§ **TRY IT**
Without including any pictures, retype exactly the lines from the top of the records through the line containing "position:absolute; left:1824px; top:21px;", that final line included.

§ **SUPPLIED RECORDS**
····················
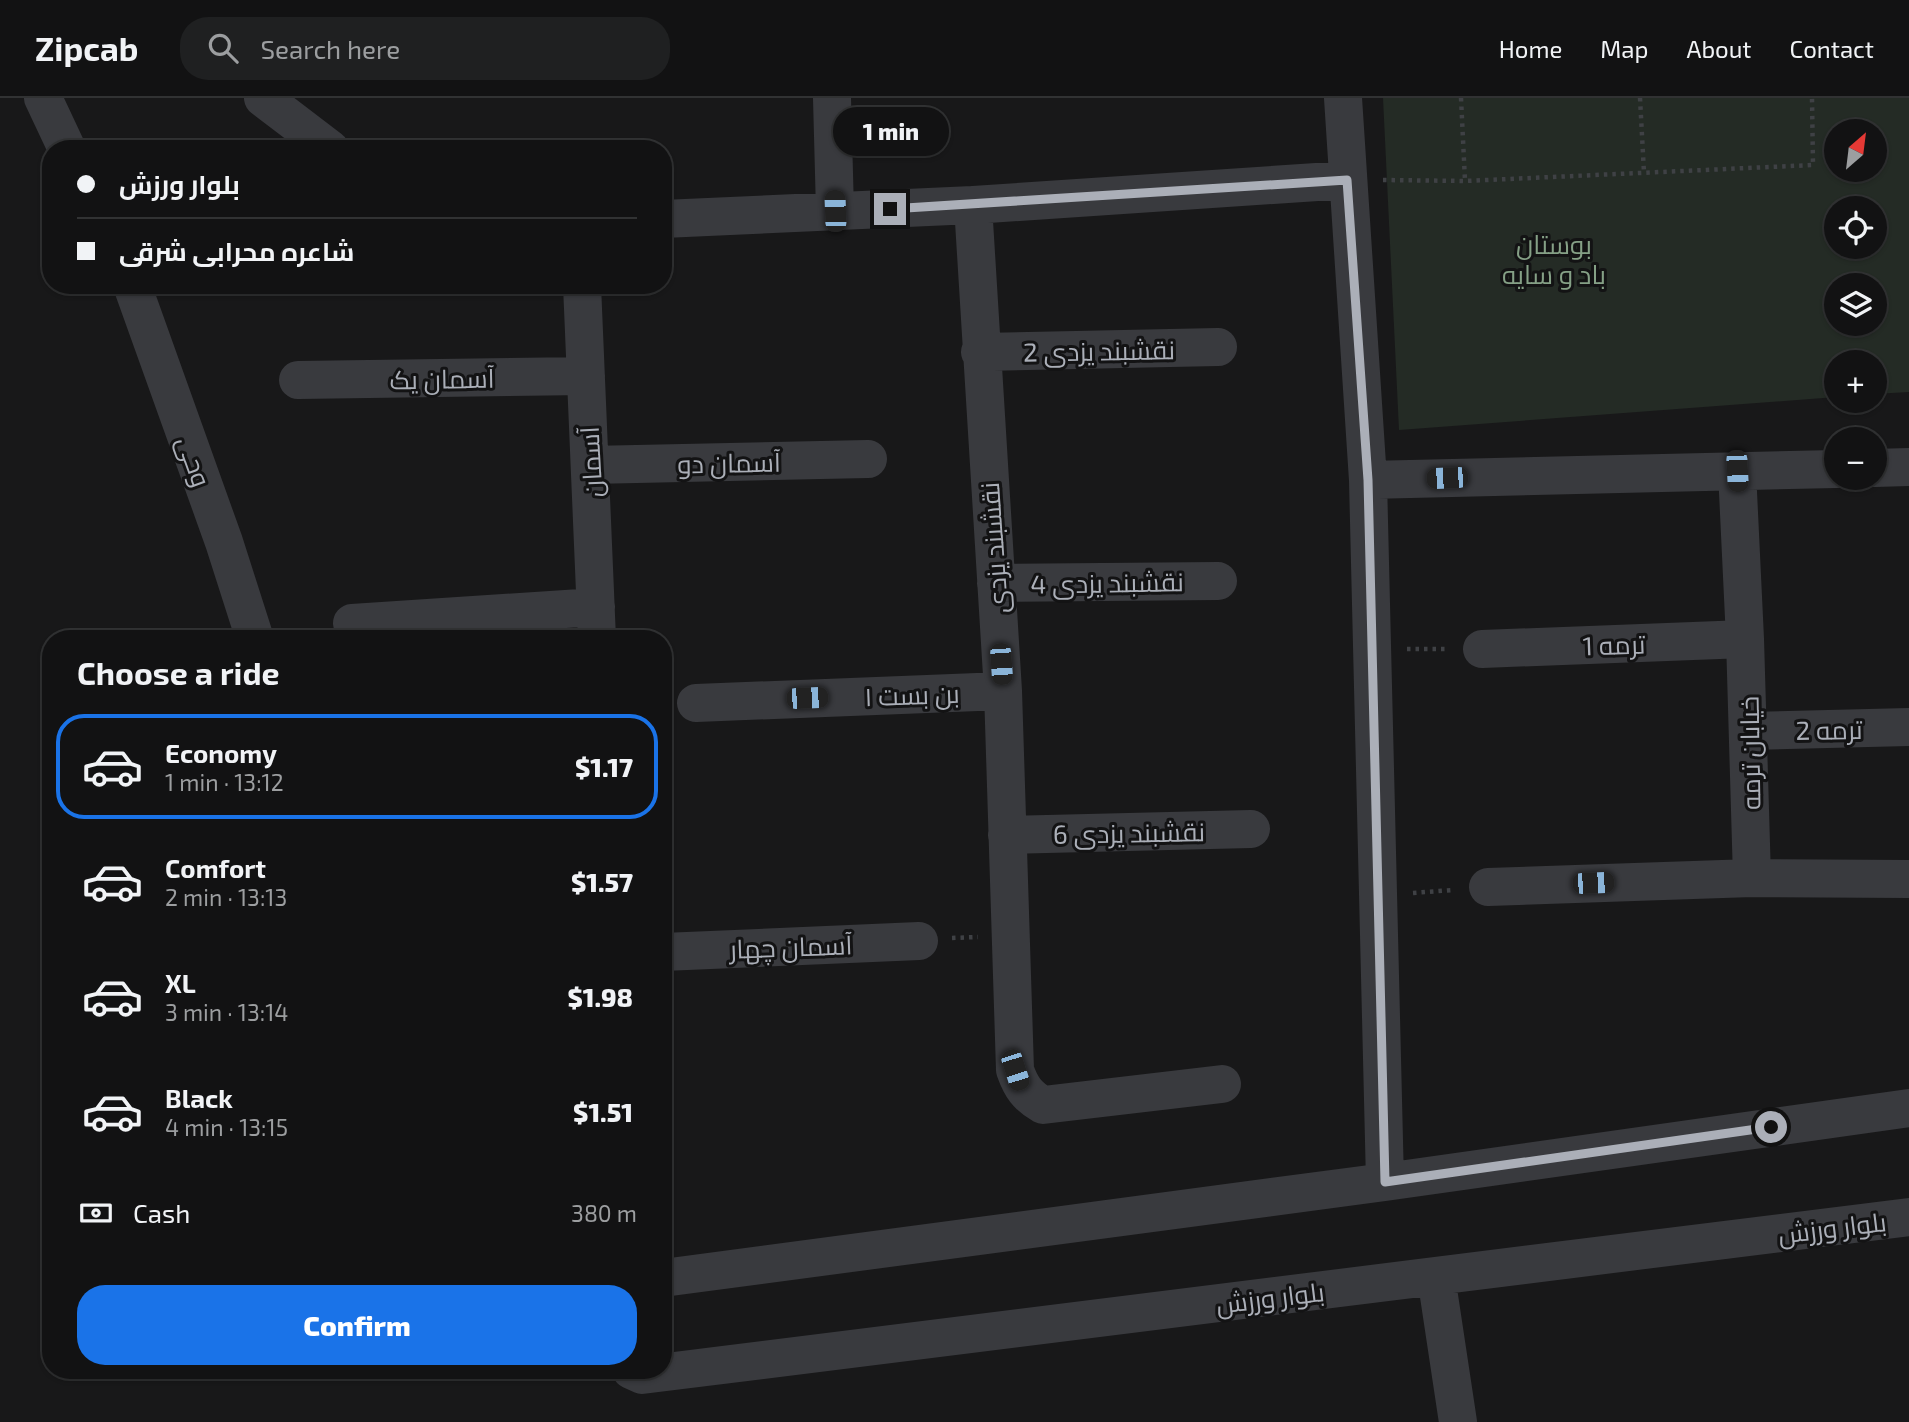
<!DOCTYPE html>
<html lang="en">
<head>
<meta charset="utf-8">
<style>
  :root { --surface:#121213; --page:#1f2021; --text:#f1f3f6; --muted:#9c9ea0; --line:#313233; --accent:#1a73e8 }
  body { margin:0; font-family:"Exo 2",Cairo,sans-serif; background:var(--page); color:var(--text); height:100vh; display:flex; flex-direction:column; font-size:26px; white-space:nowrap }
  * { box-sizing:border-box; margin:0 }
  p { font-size:23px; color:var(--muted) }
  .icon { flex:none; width:38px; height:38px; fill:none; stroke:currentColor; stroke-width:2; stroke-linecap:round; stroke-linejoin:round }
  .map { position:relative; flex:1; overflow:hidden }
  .side { position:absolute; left:42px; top:532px; width:630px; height:749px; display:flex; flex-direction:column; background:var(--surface); border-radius:28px; box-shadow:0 2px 5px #0004,0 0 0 2px var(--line) }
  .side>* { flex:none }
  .guide { position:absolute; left:42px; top:42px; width:630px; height:154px; border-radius:28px; box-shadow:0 2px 5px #0004,0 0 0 2px var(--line); display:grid; align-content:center; height:154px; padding:0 35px; background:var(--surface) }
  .needle { width:46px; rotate:28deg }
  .buttons { position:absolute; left:1824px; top:21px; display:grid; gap:14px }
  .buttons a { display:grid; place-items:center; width:63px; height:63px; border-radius:50%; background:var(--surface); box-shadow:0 2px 5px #0004,0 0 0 2px var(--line); font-size:35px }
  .end { position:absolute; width:32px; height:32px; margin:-16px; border:9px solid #abafb8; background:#111; box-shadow:0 0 0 4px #111 }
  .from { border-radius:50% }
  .bubble { position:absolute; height:49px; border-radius:24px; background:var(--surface); box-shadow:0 2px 5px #0004,0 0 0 2px var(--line); font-size:23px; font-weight:800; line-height:49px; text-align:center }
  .car { position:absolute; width:21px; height:42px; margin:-21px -10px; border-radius:9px; box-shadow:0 0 5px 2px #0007; background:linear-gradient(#222 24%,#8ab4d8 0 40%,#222 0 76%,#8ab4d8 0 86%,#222 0) }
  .guide b { display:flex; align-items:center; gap:24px; height:66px; font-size:26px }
  .guide b+b { border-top:2px solid var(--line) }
  .guide i { width:18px; height:18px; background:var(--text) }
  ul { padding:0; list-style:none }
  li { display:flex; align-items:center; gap:21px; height:105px; margin:0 14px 10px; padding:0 21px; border:4px solid transparent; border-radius:28px }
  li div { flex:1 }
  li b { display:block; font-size:26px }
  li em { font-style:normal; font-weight:800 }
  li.current { border-color:var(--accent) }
  li>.icon { width:63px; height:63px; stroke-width:1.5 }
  h2 { padding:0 35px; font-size:32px; line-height:84px }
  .pay { display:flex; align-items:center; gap:18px; height:77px; padding:0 35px; font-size:26px }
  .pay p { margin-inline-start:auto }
  .primary-button { display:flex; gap:14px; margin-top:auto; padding:14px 35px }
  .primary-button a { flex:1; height:80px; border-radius:28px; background:var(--accent); color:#fff; font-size:28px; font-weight:800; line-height:80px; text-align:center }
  header { display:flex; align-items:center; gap:42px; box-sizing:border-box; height:98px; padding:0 35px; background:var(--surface); border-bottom:2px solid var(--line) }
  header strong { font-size:33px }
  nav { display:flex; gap:38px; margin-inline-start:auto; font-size:24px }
  .search { width:490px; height:63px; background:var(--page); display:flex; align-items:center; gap:18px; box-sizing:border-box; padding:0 24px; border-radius:28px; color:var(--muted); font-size:26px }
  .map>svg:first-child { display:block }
</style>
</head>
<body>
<header>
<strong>Zipcab</strong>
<div class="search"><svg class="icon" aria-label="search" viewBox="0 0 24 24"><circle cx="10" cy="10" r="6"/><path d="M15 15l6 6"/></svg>Search here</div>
<nav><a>Home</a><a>Map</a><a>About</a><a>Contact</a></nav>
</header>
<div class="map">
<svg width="1909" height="1324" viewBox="0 0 1909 1324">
  <rect width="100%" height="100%" fill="#181819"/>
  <path fill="#242b25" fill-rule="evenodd" d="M1383,0H1909V294L1874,296V264H1836V299L1399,332ZM1836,33H1874V72H1836ZM1836,110H1874V149H1836ZM1836,187H1874V226H1836Z"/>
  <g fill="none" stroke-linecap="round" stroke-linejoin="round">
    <path stroke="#3f4145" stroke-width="4.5" stroke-dasharray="3.5 5" stroke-linecap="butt" d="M1461,0L1465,83
      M1640,0L1644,75
      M1383,82L1465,83L1813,67L1812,0
      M1407,551H1448
      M1413,795L1453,792
      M952,840L978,839"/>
    <path stroke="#393a3e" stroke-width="38" d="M43,0L67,51
      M263,0L330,51
      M832,0L835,113
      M1343,0L1368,382L1385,1084
      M973,107L1003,593L1015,972C1021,989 1027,998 1043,1007L1222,986
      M663,121L973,107L1347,82
      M132,187L224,444L255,541
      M582,187L597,541
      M980,254L1218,249
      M298,282L586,278
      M590,367L868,361
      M1874,370L1909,369
      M1737,373L1745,541L1752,780L1909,781
      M1368,382L1836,371
      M996,485L1218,483
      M352,525L596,509
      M1482,551L1745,541
      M696,605L1003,593
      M1748,633L1909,629
      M1007,737L1251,731
      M1488,789L1752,780
      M663,854L919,843
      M1436,1178L1458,1324
      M663,1180L1385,1084L1909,1010
      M631,1272L642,1277L1909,1119"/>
  </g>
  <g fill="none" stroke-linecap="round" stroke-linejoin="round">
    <path stroke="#abafb8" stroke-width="9" d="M890,111L1347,82L1368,382L1385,1084L1771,1029"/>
  </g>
  <g text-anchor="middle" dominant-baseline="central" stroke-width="6" stroke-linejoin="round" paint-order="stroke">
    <g font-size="26" fill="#85a086" stroke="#131314">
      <text x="1554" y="145">بوستان<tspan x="1554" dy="30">باد و سایه</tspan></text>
    </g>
    <g font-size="26" fill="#abafb8" stroke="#131314">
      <text transform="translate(1099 252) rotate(-1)">نقشبند یزدی 2</text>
      <text transform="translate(442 280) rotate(-1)">آسمان یک</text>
      <text transform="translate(195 363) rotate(70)">وحی</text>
      <text transform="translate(590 364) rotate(-93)">آسمان</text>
      <text transform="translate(729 364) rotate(-1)">آسمان دو</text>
      <text transform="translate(993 450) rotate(-94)">نقشبند یزدی</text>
      <text transform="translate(1107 484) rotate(-1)">نقشبند یزدی 4</text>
      <text transform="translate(1614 546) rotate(-2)">ترمه 1</text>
      <text transform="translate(912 596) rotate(-2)">بن بست ۱</text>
      <text transform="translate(1829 631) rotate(-1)">ترمه 2</text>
      <text transform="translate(1749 655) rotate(-91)">خیابان ترمه</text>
      <text transform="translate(1129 734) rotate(-1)">نقشبند یزدی 6</text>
      <text transform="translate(791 848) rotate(-2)">آسمان چهار</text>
      <text transform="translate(1832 1129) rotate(-7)">بلوار ورزش</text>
      <text transform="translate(1270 1199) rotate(-7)">بلوار ورزش</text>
    </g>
  </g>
</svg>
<div class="buttons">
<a><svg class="needle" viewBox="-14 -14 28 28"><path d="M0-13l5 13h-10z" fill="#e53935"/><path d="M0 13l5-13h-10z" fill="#9c9ea0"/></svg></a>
<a><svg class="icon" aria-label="locate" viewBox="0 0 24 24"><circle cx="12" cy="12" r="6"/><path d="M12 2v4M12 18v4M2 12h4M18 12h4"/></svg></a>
<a><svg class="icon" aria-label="layers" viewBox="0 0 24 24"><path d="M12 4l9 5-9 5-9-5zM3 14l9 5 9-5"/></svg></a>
<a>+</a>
<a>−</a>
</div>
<i class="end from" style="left:1771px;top:1029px"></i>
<i class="end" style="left:890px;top:111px"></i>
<div class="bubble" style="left:833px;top:9px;width:116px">1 min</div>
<i class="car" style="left:835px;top:113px;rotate:358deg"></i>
<i class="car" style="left:1737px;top:373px;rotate:177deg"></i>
<i class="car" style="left:1447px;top:380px;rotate:268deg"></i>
<i class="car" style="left:1001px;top:566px;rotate:176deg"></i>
<i class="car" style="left:807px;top:600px;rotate:88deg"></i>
<i class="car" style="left:1593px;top:785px;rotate:88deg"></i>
<i class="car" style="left:1015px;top:972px;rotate:162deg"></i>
<div class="guide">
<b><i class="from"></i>بلوار ورزش</b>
<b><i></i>شاعره محرابی شرقی</b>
</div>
<section class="side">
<h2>Choose a ride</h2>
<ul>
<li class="current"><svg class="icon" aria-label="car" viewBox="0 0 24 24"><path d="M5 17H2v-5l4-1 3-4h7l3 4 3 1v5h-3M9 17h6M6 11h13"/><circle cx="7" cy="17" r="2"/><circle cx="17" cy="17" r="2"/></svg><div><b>Economy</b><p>1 min · 13:12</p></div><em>$1.17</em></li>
<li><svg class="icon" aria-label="car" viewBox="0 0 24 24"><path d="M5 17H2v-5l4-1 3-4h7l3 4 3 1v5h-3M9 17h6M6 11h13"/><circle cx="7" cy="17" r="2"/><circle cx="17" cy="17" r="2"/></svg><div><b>Comfort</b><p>2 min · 13:13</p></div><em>$1.57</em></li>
<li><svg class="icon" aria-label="car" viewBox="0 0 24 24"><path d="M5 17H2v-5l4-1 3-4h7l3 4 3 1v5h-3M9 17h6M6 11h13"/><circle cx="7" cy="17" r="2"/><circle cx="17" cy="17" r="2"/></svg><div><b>XL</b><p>3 min · 13:14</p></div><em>$1.98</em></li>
<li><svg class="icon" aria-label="car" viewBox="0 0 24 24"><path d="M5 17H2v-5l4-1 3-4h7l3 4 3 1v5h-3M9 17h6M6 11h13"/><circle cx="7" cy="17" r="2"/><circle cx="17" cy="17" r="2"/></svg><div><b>Black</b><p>4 min · 13:15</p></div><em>$1.51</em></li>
</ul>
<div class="pay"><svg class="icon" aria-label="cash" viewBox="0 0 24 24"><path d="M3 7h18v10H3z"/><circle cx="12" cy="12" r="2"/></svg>Cash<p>380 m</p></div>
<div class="primary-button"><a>Confirm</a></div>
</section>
</div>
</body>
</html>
····················
§ **RESULT**
<!DOCTYPE html>
<html lang="en">
<head>
<meta charset="utf-8">
<style>
  :root { --surface:#121213; --page:#1f2021; --text:#f1f3f6; --muted:#9c9ea0; --line:#313233; --accent:#1a73e8 }
  body { margin:0; font-family:"Exo 2",Cairo,sans-serif; background:var(--page); color:var(--text); height:100vh; display:flex; flex-direction:column; font-size:26px; white-space:nowrap }
  * { box-sizing:border-box; margin:0 }
  p { font-size:23px; color:var(--muted) }
  .icon { flex:none; width:38px; height:38px; fill:none; stroke:currentColor; stroke-width:2; stroke-linecap:round; stroke-linejoin:round }
  .map { position:relative; flex:1; overflow:hidden }
  .side { position:absolute; left:42px; top:532px; width:630px; height:749px; display:flex; flex-direction:column; background:var(--surface); border-radius:28px; box-shadow:0 2px 5px #0004,0 0 0 2px var(--line) }
  .side>* { flex:none }
  .guide { position:absolute; left:42px; top:42px; width:630px; height:154px; border-radius:28px; box-shadow:0 2px 5px #0004,0 0 0 2px var(--line); display:grid; align-content:center; height:154px; padding:0 35px; background:var(--surface) }
  .needle { width:46px; rotate:28deg }
  .buttons { position:absolute; left:1824px; top:21px; display:grid; gap:14px }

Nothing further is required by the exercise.